Start of RECORDS

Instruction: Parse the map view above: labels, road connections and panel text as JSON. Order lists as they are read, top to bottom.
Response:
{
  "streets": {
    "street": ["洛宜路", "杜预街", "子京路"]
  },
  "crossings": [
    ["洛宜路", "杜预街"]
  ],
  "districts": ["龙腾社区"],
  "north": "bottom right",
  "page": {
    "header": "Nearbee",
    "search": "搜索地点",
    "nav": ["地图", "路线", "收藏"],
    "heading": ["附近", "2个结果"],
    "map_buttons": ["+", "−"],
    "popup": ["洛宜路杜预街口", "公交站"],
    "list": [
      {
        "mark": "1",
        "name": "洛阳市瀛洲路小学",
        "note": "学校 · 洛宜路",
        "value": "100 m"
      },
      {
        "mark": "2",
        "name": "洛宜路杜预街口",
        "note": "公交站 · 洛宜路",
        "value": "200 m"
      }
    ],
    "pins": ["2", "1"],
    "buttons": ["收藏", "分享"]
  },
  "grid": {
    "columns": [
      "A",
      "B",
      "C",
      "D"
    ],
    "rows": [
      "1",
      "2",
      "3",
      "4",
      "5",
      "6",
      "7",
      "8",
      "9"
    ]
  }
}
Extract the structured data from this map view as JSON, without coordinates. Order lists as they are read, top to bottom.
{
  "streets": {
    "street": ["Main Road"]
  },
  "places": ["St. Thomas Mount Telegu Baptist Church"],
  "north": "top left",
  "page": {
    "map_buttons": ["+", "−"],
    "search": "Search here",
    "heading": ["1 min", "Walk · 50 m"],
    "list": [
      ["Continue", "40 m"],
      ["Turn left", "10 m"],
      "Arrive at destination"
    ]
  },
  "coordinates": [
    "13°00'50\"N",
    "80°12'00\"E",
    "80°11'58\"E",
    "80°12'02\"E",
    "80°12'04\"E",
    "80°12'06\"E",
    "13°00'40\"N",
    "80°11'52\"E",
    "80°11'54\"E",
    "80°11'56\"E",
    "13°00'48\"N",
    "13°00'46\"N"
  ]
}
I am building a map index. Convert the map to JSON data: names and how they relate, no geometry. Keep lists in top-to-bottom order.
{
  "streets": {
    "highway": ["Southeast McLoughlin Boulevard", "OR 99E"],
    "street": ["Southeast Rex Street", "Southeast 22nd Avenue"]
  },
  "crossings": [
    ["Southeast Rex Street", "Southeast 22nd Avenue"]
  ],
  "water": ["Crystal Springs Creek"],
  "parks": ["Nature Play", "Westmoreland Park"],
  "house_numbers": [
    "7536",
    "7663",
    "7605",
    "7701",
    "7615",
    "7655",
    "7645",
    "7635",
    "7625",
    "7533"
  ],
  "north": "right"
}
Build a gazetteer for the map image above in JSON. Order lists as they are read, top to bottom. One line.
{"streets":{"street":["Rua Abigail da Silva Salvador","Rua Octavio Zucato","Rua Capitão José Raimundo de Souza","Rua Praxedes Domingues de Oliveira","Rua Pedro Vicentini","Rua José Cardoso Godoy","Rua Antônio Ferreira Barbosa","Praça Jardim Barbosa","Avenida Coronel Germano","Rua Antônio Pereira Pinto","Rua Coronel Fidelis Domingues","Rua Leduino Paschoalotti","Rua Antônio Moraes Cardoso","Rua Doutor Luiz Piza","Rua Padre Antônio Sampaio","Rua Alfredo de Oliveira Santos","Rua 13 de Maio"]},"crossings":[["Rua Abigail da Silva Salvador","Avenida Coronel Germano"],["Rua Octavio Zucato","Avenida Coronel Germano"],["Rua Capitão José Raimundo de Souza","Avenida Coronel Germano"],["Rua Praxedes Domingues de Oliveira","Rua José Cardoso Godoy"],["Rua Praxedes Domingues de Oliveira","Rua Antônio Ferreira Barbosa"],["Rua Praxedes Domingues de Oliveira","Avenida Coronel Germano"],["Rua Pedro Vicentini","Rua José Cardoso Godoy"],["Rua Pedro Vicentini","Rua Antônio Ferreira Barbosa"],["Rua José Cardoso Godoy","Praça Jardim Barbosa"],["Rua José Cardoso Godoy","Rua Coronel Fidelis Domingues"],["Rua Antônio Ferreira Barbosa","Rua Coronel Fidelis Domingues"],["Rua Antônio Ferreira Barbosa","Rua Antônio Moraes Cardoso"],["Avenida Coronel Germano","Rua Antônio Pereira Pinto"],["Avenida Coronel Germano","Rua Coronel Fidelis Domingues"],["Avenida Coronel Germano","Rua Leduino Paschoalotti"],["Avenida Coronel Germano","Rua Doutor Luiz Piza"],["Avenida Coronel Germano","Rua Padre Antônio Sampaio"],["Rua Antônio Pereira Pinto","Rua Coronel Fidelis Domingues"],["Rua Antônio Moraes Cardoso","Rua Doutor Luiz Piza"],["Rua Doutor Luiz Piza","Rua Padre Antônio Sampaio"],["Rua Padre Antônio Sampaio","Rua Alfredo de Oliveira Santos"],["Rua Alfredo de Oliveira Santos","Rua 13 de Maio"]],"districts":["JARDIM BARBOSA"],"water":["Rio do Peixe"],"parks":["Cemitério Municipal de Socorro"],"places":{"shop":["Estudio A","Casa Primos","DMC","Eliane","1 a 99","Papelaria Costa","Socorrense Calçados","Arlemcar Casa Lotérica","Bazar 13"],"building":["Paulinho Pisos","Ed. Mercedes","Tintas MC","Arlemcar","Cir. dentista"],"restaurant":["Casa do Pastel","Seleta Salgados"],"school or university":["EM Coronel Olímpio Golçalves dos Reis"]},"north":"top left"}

End of RECORDS

- [PROBLEM TO WORK ON]: Work out how many lines in the entries contain the string "Avenue", then reply with that number and nothing more.

- [PROBLEM SOLUTION]: 2